What for? • Gene annotation: link every gene in Ensembl to observed phenotypes in cell-based assays (so do we ignore compound screens?) • Phenoytpic clustering: genes with similar phenotype profiles have similar function
Phenotypes are not as simple as sequences or structures The mapping: single-gene knockdown to phenotype depends on genetic background, genetic interactions, environment. The "phenotypic profile of a gene" (in absolute terms) is a misleading oversimplification. But genes can be meaningful grouped/categorized by comparing their phenotypic profiles if measured uniformly.
How to navigate the data? By reagent (e.g. siRNA) By phenotype (standardized ontology, or as defined by author / publication?) Any attempt for us to reproduce the authors' image analysis and phenotype assignment? To represent and query intermediate results? --- many arguments for making this a separate task.

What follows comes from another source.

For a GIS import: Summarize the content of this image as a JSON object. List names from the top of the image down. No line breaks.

Three Tiers • Archive: Raw images/movies • Warehouse: Extracted numbers (one 'vector' per reagent) - idiosyncratic per experiment • Compendium: meaningful comparisons of numbers are possible between experiments
Preprocessing • The computations that turn images (with various number of "colors", resolution, 2...5D) into numbers are not standardized and likely not standardizable • They need not work image-by-image, but depend on the whole set (e.g. trainining of machine learning algorithms) • Even the authors' software implementations are usually inaccessible to others (we are working on this) • Reproduction is extremely difficult (in practice impossible)

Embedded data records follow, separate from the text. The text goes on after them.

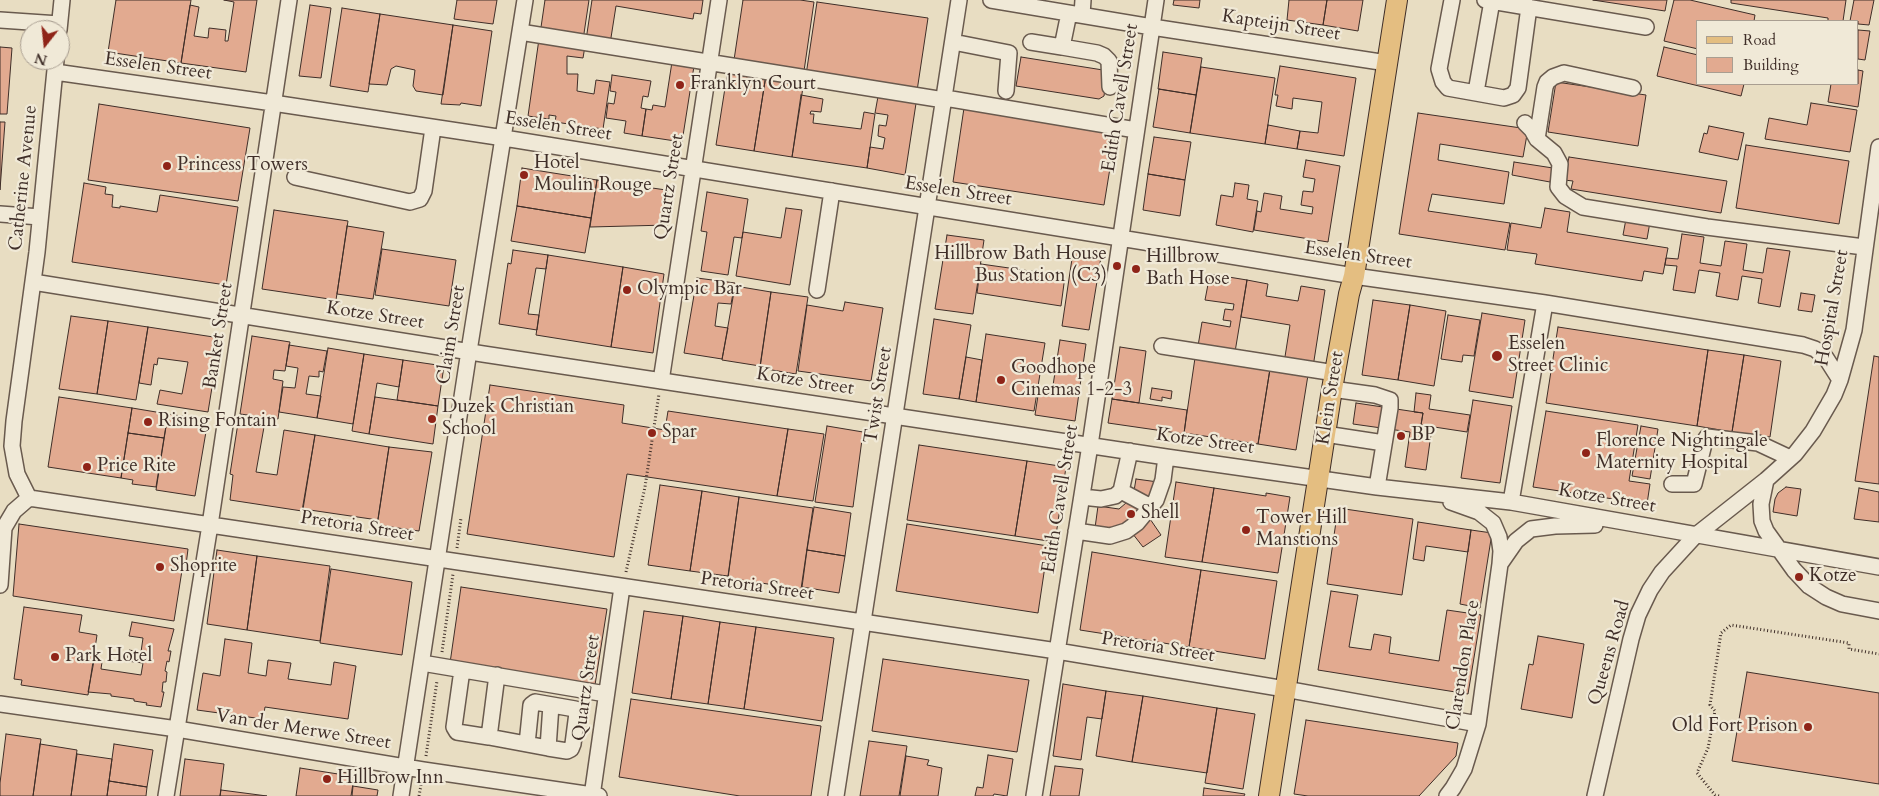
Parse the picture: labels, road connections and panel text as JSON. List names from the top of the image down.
{
  "streets": {
    "main road": ["Klein Street"],
    "street": [
      "Kapteijn Street",
      "Esselen Street",
      "Edith Cavell Street",
      "Catherine Avenue",
      "Quartz Street",
      "Hospital Street",
      "Kotze Street",
      "Claim Street",
      "Banket Street",
      "Twist Street",
      "Pretoria Street",
      "Queens Road",
      "Clarendon Place",
      "Van der Merwe Street"
    ]
  },
  "crossings": [
    ["Kapteijn Street", "Edith Cavell Street"],
    ["Kapteijn Street", "Klein Street"],
    ["Esselen Street", "Edith Cavell Street"],
    ["Esselen Street", "Quartz Street"],
    ["Esselen Street", "Hospital Street"],
    ["Esselen Street", "Claim Street"],
    ["Esselen Street", "Banket Street"],
    ["Esselen Street", "Twist Street"],
    ["Esselen Street", "Klein Street"],
    ["Edith Cavell Street", "Kotze Street"],
    ["Edith Cavell Street", "Pretoria Street"],
    ["Catherine Avenue", "Kotze Street"],
    ["Catherine Avenue", "Pretoria Street"],
    ["Quartz Street", "Kotze Street"],
    ["Quartz Street", "Pretoria Street"],
    ["Quartz Street", "Van der Merwe Street"],
    ["Hospital Street", "Kotze Street"],
    ["Hospital Street", "Queens Road"],
    ["Kotze Street", "Claim Street"],
    ["Kotze Street", "Banket Street"],
    ["Kotze Street", "Twist Street"],
    ["Kotze Street", "Klein Street"],
    ["Kotze Street", "Queens Road"],
    ["Kotze Street", "Clarendon Place"],
    ["Claim Street", "Pretoria Street"],
    ["Claim Street", "Van der Merwe Street"],
    ["Banket Street", "Pretoria Street"],
    ["Banket Street", "Van der Merwe Street"],
    ["Twist Street", "Pretoria Street"],
    ["Klein Street", "Pretoria Street"],
    ["Pretoria Street", "Clarendon Place"]
  ],
  "places": [
    "Franklyn Court",
    "Princess Towers",
    "Hotel Moulin Rouge",
    "Hillbrow Bath House Bus Station (C3)",
    "Hillbrow Bath Hose",
    "Olympic Bar",
    "Esselen Street Clinic",
    "Goodhope Cinemas 1-2-3",
    "Duzek Christian School",
    "Rising Fontain",
    "Spar",
    "BP",
    "Florence Nightingale Maternity Hospital",
    "Price Rite",
    "Shell",
    "Tower Hill Manstions",
    "Shoprite",
    "Kotze",
    "Park Hotel",
    "Old Fort Prison",
    "Hillbrow Inn"
  ],
  "legend": ["Road", "Building"],
  "north": "bottom"
}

Replacement costs • Simple genome-wide screen: 200-500 k€ • Mitocheck-type: ~ 5 M€
Secondary benefits • Having several different sets of raw data in one place will facilitate development of best practice analysis strategies
Related projects • Genome RNAi (Boutros, DKFZ) • FLIGHT (Baum, LICR) • Mitocheck (Ellenberg, Durbin/Sanger) • OME
Possible Next Steps • Create prototype database(s) as part of (and funded through) specific collaborations • Assemble a by-invitation only workshop (eg. WT) to test whether there is sufficient interest in the community (e.g. Ellenberg, Krausz/MPG, Pepperkok/EMBL, Durbin, Heriché/Sanger, Altschuler/UTSW, A. Carpenter/MIT, Boutros, Eils/DKFZ, Pelkmans/ETH, Taipale/Helsinki) Companies?